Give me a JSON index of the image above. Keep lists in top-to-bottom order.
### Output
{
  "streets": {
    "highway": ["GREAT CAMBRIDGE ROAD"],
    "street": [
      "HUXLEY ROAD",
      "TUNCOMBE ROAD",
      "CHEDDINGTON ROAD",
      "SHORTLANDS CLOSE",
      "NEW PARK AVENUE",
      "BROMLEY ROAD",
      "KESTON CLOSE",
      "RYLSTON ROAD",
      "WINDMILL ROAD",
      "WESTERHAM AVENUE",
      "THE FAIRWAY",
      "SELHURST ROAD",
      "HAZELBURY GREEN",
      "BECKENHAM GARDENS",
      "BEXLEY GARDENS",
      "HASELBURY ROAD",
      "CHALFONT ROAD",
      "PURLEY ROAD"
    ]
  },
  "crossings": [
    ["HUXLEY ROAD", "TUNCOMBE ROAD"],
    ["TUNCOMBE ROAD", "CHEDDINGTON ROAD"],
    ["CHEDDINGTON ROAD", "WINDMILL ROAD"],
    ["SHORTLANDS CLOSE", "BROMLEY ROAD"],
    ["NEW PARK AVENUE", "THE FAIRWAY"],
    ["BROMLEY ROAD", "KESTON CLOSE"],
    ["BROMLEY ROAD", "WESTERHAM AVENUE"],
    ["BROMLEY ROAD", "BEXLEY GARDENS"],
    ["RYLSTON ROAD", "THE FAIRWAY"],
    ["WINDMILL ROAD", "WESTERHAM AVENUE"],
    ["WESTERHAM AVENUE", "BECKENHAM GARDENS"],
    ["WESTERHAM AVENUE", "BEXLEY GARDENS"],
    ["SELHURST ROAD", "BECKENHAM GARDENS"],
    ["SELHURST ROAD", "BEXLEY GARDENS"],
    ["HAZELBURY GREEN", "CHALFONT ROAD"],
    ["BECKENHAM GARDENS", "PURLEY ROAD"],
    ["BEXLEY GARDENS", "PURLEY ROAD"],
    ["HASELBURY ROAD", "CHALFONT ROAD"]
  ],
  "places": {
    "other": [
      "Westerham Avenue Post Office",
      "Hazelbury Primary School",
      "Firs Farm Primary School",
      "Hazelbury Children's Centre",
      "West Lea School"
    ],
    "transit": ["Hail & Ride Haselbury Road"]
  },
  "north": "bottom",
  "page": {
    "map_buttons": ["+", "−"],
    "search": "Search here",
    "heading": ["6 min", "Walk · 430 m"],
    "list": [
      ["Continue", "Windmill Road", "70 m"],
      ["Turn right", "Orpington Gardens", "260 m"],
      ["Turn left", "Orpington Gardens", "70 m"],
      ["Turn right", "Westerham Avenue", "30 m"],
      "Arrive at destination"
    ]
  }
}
◆ ◆ ◆ ◆
→ **Task instructions**: Reproduce all of the material above without alteration.

→ **Expected answer**:
Give me a JSON index of the image above. Keep lists in top-to-bottom order.
### Output
{
  "streets": {
    "highway": ["GREAT CAMBRIDGE ROAD"],
    "street": [
      "HUXLEY ROAD",
      "TUNCOMBE ROAD",
      "CHEDDINGTON ROAD",
      "SHORTLANDS CLOSE",
      "NEW PARK AVENUE",
      "BROMLEY ROAD",
      "KESTON CLOSE",
      "RYLSTON ROAD",
      "WINDMILL ROAD",
      "WESTERHAM AVENUE",
      "THE FAIRWAY",
      "SELHURST ROAD",
      "HAZELBURY GREEN",
      "BECKENHAM GARDENS",
      "BEXLEY GARDENS",
      "HASELBURY ROAD",
      "CHALFONT ROAD",
      "PURLEY ROAD"
    ]
  },
  "crossings": [
    ["HUXLEY ROAD", "TUNCOMBE ROAD"],
    ["TUNCOMBE ROAD", "CHEDDINGTON ROAD"],
    ["CHEDDINGTON ROAD", "WINDMILL ROAD"],
    ["SHORTLANDS CLOSE", "BROMLEY ROAD"],
    ["NEW PARK AVENUE", "THE FAIRWAY"],
    ["BROMLEY ROAD", "KESTON CLOSE"],
    ["BROMLEY ROAD", "WESTERHAM AVENUE"],
    ["BROMLEY ROAD", "BEXLEY GARDENS"],
    ["RYLSTON ROAD", "THE FAIRWAY"],
    ["WINDMILL ROAD", "WESTERHAM AVENUE"],
    ["WESTERHAM AVENUE", "BECKENHAM GARDENS"],
    ["WESTERHAM AVENUE", "BEXLEY GARDENS"],
    ["SELHURST ROAD", "BECKENHAM GARDENS"],
    ["SELHURST ROAD", "BEXLEY GARDENS"],
    ["HAZELBURY GREEN", "CHALFONT ROAD"],
    ["BECKENHAM GARDENS", "PURLEY ROAD"],
    ["BEXLEY GARDENS", "PURLEY ROAD"],
    ["HASELBURY ROAD", "CHALFONT ROAD"]
  ],
  "places": {
    "other": [
      "Westerham Avenue Post Office",
      "Hazelbury Primary School",
      "Firs Farm Primary School",
      "Hazelbury Children's Centre",
      "West Lea School"
    ],
    "transit": ["Hail & Ride Haselbury Road"]
  },
  "north": "bottom",
  "page": {
    "map_buttons": ["+", "−"],
    "search": "Search here",
    "heading": ["6 min", "Walk · 430 m"],
    "list": [
      ["Continue", "Windmill Road", "70 m"],
      ["Turn right", "Orpington Gardens", "260 m"],
      ["Turn left", "Orpington Gardens", "70 m"],
      ["Turn right", "Westerham Avenue", "30 m"],
      "Arrive at destination"
    ]
  }
}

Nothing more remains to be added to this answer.